►
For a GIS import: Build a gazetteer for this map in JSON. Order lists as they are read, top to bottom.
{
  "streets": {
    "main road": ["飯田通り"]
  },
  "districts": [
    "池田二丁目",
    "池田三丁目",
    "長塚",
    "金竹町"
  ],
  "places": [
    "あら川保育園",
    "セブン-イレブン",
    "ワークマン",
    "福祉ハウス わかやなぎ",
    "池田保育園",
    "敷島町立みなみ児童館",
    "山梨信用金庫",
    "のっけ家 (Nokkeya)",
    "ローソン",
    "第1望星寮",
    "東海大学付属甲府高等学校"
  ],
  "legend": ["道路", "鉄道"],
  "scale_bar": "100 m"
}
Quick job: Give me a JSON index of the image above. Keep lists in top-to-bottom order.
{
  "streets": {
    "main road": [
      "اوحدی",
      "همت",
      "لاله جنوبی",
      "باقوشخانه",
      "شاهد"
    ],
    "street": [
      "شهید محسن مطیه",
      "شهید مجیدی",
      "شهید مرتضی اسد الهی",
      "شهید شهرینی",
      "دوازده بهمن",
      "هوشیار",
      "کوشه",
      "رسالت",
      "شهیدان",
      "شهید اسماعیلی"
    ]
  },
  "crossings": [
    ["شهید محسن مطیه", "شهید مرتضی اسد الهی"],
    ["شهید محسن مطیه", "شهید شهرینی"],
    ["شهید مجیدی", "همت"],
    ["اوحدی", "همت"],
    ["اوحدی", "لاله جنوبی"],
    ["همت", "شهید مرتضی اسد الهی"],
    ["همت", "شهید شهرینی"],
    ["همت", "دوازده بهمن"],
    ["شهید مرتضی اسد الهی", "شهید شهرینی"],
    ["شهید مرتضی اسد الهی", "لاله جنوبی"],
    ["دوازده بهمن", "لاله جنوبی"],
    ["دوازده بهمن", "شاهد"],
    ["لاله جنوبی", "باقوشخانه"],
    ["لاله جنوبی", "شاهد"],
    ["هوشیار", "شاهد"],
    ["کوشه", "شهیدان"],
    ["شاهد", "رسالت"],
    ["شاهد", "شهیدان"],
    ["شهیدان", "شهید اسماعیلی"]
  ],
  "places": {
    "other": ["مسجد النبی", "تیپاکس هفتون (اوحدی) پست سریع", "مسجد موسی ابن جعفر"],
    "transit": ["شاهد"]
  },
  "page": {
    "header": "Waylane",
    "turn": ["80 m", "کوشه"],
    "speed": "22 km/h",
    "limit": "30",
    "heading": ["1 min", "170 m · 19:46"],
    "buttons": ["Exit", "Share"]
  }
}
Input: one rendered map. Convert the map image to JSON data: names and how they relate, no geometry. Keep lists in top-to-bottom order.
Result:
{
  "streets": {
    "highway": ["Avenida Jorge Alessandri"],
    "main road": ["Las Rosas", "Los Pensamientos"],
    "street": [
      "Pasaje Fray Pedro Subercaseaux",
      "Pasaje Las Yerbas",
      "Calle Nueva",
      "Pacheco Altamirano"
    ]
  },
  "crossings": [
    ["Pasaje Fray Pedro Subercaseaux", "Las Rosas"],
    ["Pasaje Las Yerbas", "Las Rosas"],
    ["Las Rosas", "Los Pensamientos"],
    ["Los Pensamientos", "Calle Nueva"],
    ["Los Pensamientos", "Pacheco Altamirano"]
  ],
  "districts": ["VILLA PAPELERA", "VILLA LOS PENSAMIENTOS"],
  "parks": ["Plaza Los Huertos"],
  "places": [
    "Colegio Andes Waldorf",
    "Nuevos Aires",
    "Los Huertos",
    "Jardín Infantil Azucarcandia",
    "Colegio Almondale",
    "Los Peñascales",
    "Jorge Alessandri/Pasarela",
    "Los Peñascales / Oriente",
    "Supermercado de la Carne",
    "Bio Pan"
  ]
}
◄
» Task item
Could you copy every record above exactly as written?

» Task solution
For a GIS import: Build a gazetteer for this map in JSON. Order lists as they are read, top to bottom.
{
  "streets": {
    "main road": ["飯田通り"]
  },
  "districts": [
    "池田二丁目",
    "池田三丁目",
    "長塚",
    "金竹町"
  ],
  "places": [
    "あら川保育園",
    "セブン-イレブン",
    "ワークマン",
    "福祉ハウス わかやなぎ",
    "池田保育園",
    "敷島町立みなみ児童館",
    "山梨信用金庫",
    "のっけ家 (Nokkeya)",
    "ローソン",
    "第1望星寮",
    "東海大学付属甲府高等学校"
  ],
  "legend": ["道路", "鉄道"],
  "scale_bar": "100 m"
}
Quick job: Give me a JSON index of the image above. Keep lists in top-to-bottom order.
{
  "streets": {
    "main road": [
      "اوحدی",
      "همت",
      "لاله جنوبی",
      "باقوشخانه",
      "شاهد"
    ],
    "street": [
      "شهید محسن مطیه",
      "شهید مجیدی",
      "شهید مرتضی اسد الهی",
      "شهید شهرینی",
      "دوازده بهمن",
      "هوشیار",
      "کوشه",
      "رسالت",
      "شهیدان",
      "شهید اسماعیلی"
    ]
  },
  "crossings": [
    ["شهید محسن مطیه", "شهید مرتضی اسد الهی"],
    ["شهید محسن مطیه", "شهید شهرینی"],
    ["شهید مجیدی", "همت"],
    ["اوحدی", "همت"],
    ["اوحدی", "لاله جنوبی"],
    ["همت", "شهید مرتضی اسد الهی"],
    ["همت", "شهید شهرینی"],
    ["همت", "دوازده بهمن"],
    ["شهید مرتضی اسد الهی", "شهید شهرینی"],
    ["شهید مرتضی اسد الهی", "لاله جنوبی"],
    ["دوازده بهمن", "لاله جنوبی"],
    ["دوازده بهمن", "شاهد"],
    ["لاله جنوبی", "باقوشخانه"],
    ["لاله جنوبی", "شاهد"],
    ["هوشیار", "شاهد"],
    ["کوشه", "شهیدان"],
    ["شاهد", "رسالت"],
    ["شاهد", "شهیدان"],
    ["شهیدان", "شهید اسماعیلی"]
  ],
  "places": {
    "other": ["مسجد النبی", "تیپاکس هفتون (اوحدی) پست سریع", "مسجد موسی ابن جعفر"],
    "transit": ["شاهد"]
  },
  "page": {
    "header": "Waylane",
    "turn": ["80 m", "کوشه"],
    "speed": "22 km/h",
    "limit": "30",
    "heading": ["1 min", "170 m · 19:46"],
    "buttons": ["Exit", "Share"]
  }
}
Input: one rendered map. Convert the map image to JSON data: names and how they relate, no geometry. Keep lists in top-to-bottom order.
Result:
{
  "streets": {
    "highway": ["Avenida Jorge Alessandri"],
    "main road": ["Las Rosas", "Los Pensamientos"],
    "street": [
      "Pasaje Fray Pedro Subercaseaux",
      "Pasaje Las Yerbas",
      "Calle Nueva",
      "Pacheco Altamirano"
    ]
  },
  "crossings": [
    ["Pasaje Fray Pedro Subercaseaux", "Las Rosas"],
    ["Pasaje Las Yerbas", "Las Rosas"],
    ["Las Rosas", "Los Pensamientos"],
    ["Los Pensamientos", "Calle Nueva"],
    ["Los Pensamientos", "Pacheco Altamirano"]
  ],
  "districts": ["VILLA PAPELERA", "VILLA LOS PENSAMIENTOS"],
  "parks": ["Plaza Los Huertos"],
  "places": [
    "Colegio Andes Waldorf",
    "Nuevos Aires",
    "Los Huertos",
    "Jardín Infantil Azucarcandia",
    "Colegio Almondale",
    "Los Peñascales",
    "Jorge Alessandri/Pasarela",
    "Los Peñascales / Oriente",
    "Supermercado de la Carne",
    "Bio Pan"
  ]
}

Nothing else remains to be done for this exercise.